The western tradition in particular has cultivated its own internal diversity, and this in itself is sometimes offensive to new arrivals in westernized nation-states. In other words, there is no agreement on a particularly western way of achieving social consensus and domestic harmony. From a moral point of view, there are at least two fundamentally different ways of conceiving the very essence and nature of social consensus. In my Variations on the Theme of Life I wrote the following:

There is a profound difference between, on the one hand, the man who sees the absurd rhetoric of public morality as a necessary façade, an appearance that must be maintained for the edification and instruction of the young, without which the unsteady norms of society would collapse and take all of us with it, and, on the other hand, the man who sees this keeping up of appearances as intrinsically dishonest and inauthentic, and any delay in its demolition as contributing to the depth of our corruption. Both genuinely believe in the good (unlike the nihilist), and both recognize the façade for what it is (unlike the dupe or the fool), but these similarities are insufficient to bridge the chasm between the mundane goods of stability and prosperity on the one hand, and on the other the ideal goods of principles for their own sake. (section 122)

Depending upon which of the two moral attitudes outlined above that one takes in regard to social consensus, certain judgments about appropriate public policy will follow. One’s attitude to issues of justice, and more especially to exemplary justice, are a function of whether one considers public life to be a necessary façade, as as-if believed only by fools, or whether one considers public life to be sacred and therefore to be maintained above any possible reproach.

When there is a high degree of public discontent, as we see today in regard to both the economy and political life (such as I discussed yesterday in regard to fantasies of exemplary justice meted out to CEOs and bankers who are believed to have hoodwinked the public), a public exercise of exemplary justice can have a cathartic effect, dispersing energies that might otherwise erupt violently in riots or revolution.

A little exemplary justice can take the edge off an angry crowd.

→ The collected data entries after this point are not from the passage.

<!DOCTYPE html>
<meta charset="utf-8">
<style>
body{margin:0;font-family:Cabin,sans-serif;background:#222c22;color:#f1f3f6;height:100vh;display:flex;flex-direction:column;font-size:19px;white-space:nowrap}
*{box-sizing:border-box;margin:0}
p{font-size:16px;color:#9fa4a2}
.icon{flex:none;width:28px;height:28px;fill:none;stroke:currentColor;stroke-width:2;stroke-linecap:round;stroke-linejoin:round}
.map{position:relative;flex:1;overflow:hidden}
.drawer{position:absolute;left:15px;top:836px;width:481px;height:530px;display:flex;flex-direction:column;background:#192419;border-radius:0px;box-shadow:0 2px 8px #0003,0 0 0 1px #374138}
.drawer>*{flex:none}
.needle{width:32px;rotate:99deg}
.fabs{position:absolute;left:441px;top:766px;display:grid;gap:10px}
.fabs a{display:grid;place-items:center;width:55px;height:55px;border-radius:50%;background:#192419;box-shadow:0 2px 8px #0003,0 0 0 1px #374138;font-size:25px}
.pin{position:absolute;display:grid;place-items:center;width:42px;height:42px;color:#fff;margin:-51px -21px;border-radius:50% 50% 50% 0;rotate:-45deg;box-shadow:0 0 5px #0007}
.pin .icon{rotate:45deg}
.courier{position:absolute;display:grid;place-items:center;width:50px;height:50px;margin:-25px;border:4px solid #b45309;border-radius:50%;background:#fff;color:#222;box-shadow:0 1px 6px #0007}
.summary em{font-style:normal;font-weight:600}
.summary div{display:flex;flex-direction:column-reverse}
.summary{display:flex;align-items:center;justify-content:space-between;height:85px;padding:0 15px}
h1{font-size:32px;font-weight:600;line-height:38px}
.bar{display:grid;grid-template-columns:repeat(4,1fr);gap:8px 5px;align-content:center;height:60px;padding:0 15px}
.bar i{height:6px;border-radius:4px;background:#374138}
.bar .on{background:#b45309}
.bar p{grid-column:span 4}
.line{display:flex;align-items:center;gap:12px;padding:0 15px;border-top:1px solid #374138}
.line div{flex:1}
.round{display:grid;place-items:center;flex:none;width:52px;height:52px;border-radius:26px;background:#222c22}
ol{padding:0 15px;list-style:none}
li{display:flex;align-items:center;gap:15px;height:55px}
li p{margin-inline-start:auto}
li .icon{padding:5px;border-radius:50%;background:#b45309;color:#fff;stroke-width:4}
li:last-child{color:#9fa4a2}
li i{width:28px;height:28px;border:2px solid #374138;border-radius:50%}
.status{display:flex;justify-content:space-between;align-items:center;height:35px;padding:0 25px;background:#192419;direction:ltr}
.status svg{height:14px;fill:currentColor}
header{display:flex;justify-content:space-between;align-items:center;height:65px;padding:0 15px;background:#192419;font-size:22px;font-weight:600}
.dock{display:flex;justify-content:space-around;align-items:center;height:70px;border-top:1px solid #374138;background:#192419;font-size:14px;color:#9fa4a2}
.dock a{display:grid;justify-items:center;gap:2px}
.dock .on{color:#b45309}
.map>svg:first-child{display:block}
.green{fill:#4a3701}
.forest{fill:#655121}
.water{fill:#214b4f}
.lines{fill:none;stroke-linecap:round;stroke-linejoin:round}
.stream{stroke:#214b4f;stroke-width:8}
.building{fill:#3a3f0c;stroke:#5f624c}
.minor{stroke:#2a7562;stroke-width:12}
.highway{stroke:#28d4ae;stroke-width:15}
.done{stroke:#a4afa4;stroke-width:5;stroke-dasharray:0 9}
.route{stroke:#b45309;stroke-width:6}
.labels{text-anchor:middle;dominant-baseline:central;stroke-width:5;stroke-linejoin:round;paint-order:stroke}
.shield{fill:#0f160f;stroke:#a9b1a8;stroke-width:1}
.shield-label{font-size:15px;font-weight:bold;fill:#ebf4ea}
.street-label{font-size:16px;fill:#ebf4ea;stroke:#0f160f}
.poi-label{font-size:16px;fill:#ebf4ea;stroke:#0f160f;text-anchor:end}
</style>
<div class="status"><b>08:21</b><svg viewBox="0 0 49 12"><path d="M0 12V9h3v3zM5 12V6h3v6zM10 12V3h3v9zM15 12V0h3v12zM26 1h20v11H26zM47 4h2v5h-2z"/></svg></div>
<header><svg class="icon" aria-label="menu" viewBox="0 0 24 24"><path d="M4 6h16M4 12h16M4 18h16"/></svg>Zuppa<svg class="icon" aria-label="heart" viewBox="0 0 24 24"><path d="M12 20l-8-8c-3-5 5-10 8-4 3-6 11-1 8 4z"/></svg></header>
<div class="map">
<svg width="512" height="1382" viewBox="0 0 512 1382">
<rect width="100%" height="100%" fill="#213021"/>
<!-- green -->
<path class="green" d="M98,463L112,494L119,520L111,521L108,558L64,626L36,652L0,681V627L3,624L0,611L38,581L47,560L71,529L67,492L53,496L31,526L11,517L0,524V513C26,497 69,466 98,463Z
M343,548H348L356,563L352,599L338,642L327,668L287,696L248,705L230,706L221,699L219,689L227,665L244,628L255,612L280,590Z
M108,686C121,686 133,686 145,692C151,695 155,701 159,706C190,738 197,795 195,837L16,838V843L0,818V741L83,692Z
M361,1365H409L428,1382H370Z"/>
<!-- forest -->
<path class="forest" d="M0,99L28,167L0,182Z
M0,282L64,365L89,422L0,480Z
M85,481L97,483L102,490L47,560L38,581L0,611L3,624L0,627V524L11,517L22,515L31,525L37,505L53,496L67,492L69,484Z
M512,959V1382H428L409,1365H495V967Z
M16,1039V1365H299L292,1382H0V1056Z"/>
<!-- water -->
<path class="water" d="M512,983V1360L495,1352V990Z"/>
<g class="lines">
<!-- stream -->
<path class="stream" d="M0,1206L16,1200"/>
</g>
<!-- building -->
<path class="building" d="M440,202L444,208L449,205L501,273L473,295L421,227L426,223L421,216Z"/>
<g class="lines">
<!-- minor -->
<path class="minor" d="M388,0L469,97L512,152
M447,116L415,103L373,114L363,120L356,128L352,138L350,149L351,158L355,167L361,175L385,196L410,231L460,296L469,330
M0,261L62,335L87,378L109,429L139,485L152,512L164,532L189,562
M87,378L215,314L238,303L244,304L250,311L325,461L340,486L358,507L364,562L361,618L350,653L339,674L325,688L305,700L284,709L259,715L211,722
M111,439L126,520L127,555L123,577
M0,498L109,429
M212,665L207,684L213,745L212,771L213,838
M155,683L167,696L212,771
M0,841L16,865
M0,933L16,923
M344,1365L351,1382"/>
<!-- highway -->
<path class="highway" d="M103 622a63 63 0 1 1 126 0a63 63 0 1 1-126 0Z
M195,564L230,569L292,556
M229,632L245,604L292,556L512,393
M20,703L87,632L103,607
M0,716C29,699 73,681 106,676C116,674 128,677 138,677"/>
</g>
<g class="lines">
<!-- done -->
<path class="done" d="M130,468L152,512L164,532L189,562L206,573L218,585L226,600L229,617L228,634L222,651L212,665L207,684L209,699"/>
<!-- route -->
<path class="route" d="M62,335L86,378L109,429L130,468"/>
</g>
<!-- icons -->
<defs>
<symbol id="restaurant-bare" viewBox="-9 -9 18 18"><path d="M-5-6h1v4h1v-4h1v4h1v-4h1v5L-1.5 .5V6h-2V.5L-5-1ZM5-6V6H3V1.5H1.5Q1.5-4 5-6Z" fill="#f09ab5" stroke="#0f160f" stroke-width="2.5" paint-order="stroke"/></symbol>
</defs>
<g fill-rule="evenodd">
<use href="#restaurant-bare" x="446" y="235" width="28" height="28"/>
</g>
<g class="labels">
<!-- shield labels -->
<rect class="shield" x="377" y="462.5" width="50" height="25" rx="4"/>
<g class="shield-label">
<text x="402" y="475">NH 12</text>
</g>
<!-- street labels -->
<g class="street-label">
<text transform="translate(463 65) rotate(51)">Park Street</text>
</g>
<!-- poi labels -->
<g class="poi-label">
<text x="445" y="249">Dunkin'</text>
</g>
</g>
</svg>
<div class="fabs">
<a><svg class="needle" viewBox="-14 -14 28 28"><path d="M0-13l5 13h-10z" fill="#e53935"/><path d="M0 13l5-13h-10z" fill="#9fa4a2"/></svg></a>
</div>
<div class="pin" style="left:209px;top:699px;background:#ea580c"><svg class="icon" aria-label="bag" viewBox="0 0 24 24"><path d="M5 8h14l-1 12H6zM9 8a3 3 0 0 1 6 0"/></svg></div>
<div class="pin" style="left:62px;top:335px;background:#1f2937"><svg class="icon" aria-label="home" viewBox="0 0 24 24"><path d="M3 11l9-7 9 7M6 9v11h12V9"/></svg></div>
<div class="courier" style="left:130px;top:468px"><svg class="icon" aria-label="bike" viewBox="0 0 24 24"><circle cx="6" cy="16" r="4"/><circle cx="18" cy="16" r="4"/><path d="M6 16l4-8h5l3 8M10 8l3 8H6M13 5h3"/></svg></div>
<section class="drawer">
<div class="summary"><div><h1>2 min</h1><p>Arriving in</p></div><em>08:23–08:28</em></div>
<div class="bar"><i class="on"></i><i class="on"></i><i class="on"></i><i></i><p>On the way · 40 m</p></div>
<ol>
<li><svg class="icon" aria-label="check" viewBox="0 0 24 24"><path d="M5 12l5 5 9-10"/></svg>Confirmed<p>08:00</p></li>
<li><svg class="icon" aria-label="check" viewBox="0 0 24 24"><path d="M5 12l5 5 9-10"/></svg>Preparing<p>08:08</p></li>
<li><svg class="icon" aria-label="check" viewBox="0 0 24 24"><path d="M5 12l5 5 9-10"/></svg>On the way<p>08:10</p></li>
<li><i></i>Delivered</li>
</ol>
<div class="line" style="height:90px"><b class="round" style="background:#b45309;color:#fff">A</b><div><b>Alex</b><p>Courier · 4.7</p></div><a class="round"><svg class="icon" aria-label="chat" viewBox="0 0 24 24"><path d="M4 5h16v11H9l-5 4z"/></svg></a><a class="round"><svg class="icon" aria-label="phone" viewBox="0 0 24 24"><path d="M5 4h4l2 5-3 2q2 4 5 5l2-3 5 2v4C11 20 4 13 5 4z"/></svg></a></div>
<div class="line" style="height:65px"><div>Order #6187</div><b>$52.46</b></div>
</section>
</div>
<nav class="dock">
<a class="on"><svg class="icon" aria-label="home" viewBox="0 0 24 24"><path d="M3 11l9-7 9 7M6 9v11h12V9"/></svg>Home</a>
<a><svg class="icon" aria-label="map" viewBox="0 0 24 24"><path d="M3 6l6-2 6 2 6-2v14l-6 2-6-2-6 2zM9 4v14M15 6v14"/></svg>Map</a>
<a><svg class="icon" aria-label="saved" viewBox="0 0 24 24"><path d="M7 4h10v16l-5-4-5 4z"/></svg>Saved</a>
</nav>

There is a limited (very limited) recognition of the need for cathartic exemplary justice in the contemporary industrialized democracies. In the US, I have in mind what the media calls the “perp walk.” Wikipedia defines the perp walk thus: “A perp walk can be intentional disregard for the privacy of a suspect, for the purpose of bolstering the image of law enforcement, to humiliate a suspect, both, or neither. Perp walks are often done to politicians or businesspeople accused of white-collar crimes (whose reputations may be susceptible to damage by public spectacle).” I especially remember the perp walks of Jim Bakker, disgraced televangelist (if memory serves he was in leg irons and a bright orange jumpsuit), and Ken Lay, former CEO of ENRON, who was convicted but died before he was sentenced.

Politicized show trials have long been a staple of exemplary justice.

Compared to the kind of exemplary justice the world witnessed with Soviet and Nazi show trials, the perp walk isn’t much, but still it can function as a focus of public outrage. People can convince themselves that someone has been punished for transgressions and that the moral order of the world has thus been restored.